Guides and examples

Role design goals

Host backups performed by the rsnapshot script are a very efficient method to keep time-based snapshots of local or remote systems. Unfortunately, the default method of creating backups using one configuration file and backing up remote hosts in order is inconvenient: all hosts managed through this single file will be backed up each time, there's only one set of snapshots that can be used this way, and any error will stop backups of hosts further along the config file.

To avoid this issue, the debops.rsnapshot role uses combination of batch(1), cron(8) and custom scheduler script written in Bash to perform backups of multiple remote hosts at the same time, each one configured in its own rsnapshot.conf configuration file, with its own lists of snapshots to manage, its own include/exclude lists, and so on.

How rsnapshot backups are performed

The whole backup sequence is:

  1. cron launches rsnapshot-wrapper script with a specified interval (hourly, daily, weekly, monthly). Custom intervals are also possible, but not implemented at this time.
  2. rsnapshot-wrapper launches the rsnapshot-scheduler script, requesting a schedule operation for a given backup interval for all subdirectories found in the /etc/rsnapshot/hosts/ directory, a given subdirectory represents one host to back up.
  3. rsnapshot-scheduler scans /etc/rsnapshot/hosts/ subdirectories looking for configuration files, and checks if a given configuration uses specific interval - for example when a hourly interval is executed, script checks if retain hourly is present in the rsnapshot.conf configuration file.
  4. rsnapshot-scheduler checks if current backup interval for a given host is already scheduled using a pidfile in /run/rsnapshot-scheduler/ directory. If one is found, script finishes gracefully to not create duplicate backup jobs.
  5. If current interval is found and particular configuration is not disabled (file /etc/rsnapshot/hosts/<host>/stop|disable|disabled is absent), rsnapshot-scheduler creates a "backup job" for a given host. If at is installed, backup job will be added to the batch queue; otherwise, a background instance of rsnapshot-scheduler will be started with a random short sleep interval to not create high load spikes on the backup machine when multiple backups are scheduled at the same time.
  6. If at is installed, it will start backup jobs in order depending on the current system load (you can use the debops.atd role to manage that). Depending on available CPU cores and system load, backups might be done within the selected interval (hourly, for example). If not, duplicate backup jobs won't be created as long as the previous backup job is queued.
  7. On the next specified interval, cron will run the rsnapshot-scheduler again, scheduling new backup jobs.

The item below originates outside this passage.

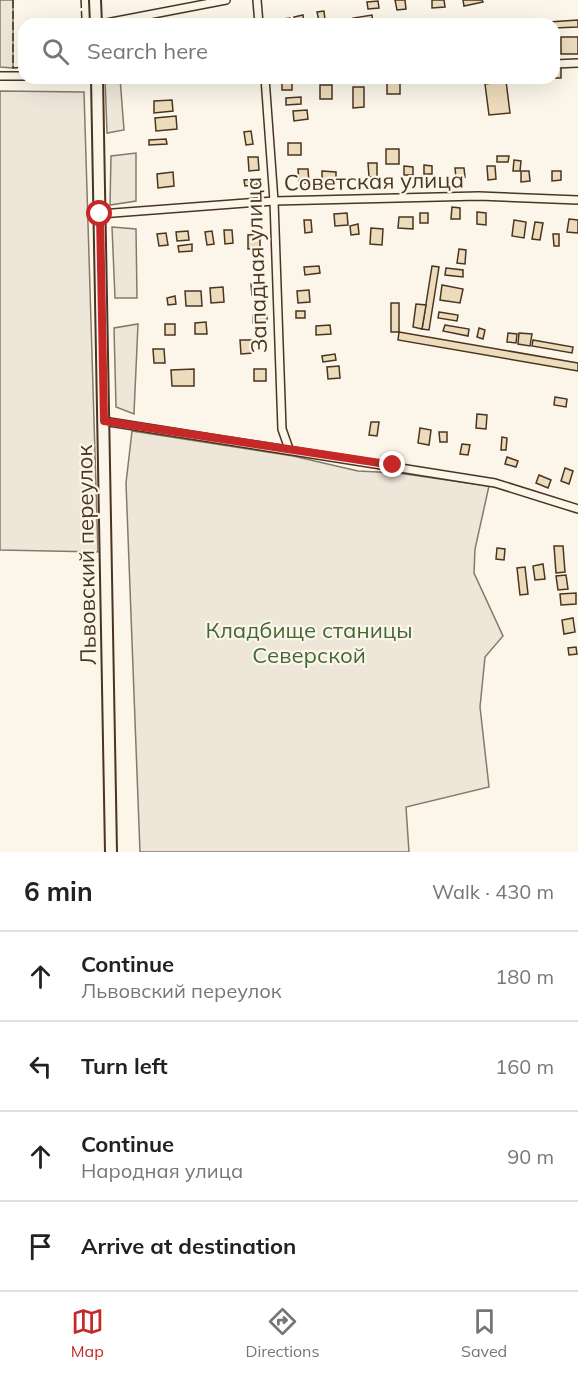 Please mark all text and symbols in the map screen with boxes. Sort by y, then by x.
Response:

How to backup hosts outside of Ansible cluster

In addition to backing up hosts under Ansible control, you might want to create configuration for backing up other hosts, which you don't want to configure directly (or can't). For this situation, you can use perform the steps described below to prepare the hosts for periodic snapshotting.

Things to set up on external host

For practical reasons, rsnapshot should use a root account directly on remote host. To make this configuration more secure, you can use rrsync Perl script provided with the rsync package, which lets you set up read-only access over SSH from remote hosts.

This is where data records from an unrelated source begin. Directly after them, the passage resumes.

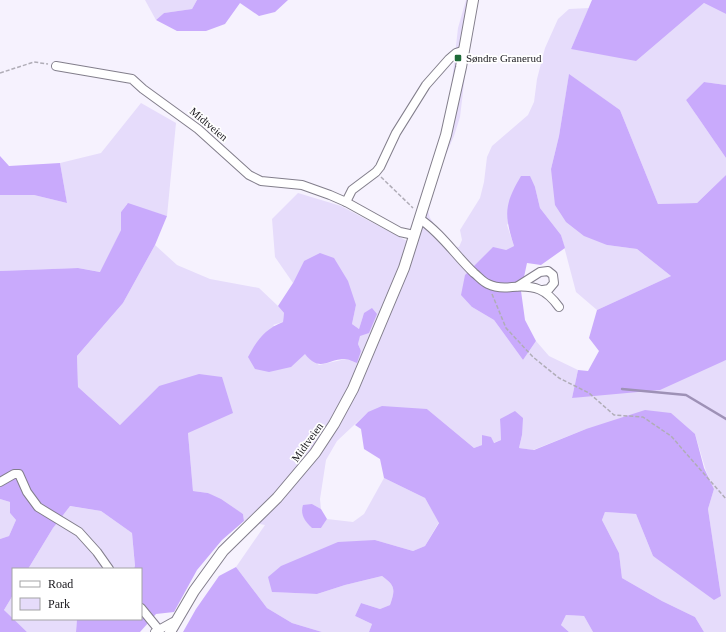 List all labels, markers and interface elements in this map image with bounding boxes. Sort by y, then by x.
place label: Søndre Granerud [466,52,542,64]
marker: Søndre Granerud [453,53,463,63]
street label: Midtveien [188,105,231,143]
street label: Midtveien [289,420,325,464]
legend [12,568,142,620]
text: Road [48,577,73,591]
text: Park [48,597,70,611]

First, on Debian-based systems, install rsync package and extract provided script to a convenient directory:

sudo apt install rsync
sudo cp -v /usr/share/doc/rsync/scripts/rrsync /usr/local/bin/rrsync
sudo chmod +x /usr/local/bin/rrsync

When the rrsync script is set up, you will have to add one of the rsnapshot SSH identities on the remote host, in the ~/.ssh/authorized_keys file of the root account. The default SSH identities are located in the ~/.ssh/id_rsnapshot*.pub files on the rsnapshot host. You should use the same SSH identity which you configured with a given host using the item.ssh_identity parameter, or id_rsnapshot if you want to use the default one.

At the same time you will configure this key to only allow for a specific rsync command. You should include configuration similar to this in /root/.ssh/authorized_keys, in one line:

no-pty,no-agent-forwarding,no-X11-forwarding,no-port-forwarding,command="ionice -c 3 nice /usr/local/bin/rrsync -ro /" ssh-rsa AAAAB3NzaC1yc2EAAAA...

The ionice and the nice commands will prevent rsync from hogging too much system resources during its operation.

This will allow read-only access to whole filesystem. After that, you can run the debops.rsnapshot Ansible role and it should correctly configure your rsnapshot client host to access external servers.

Fixing "stdin: is not a tty" issue

On default Debian installation there is a problem - when rsnapshot tries to connect to the server, shell might respond with a warning:

stdin: is not a tty

This will prompt rsnapshot to send an e-mail to system administrator with the response, which might get annoying after a while. To avoid that, open /root/.profile file on an external host and change line:

mesg n

to:

tty -s && mesg n

This will tell shell that it should check if connection is interactive before changing the terminal settings. This configuration is automatically applied on hosts managed by DebOps by the debops.root_account Ansible role.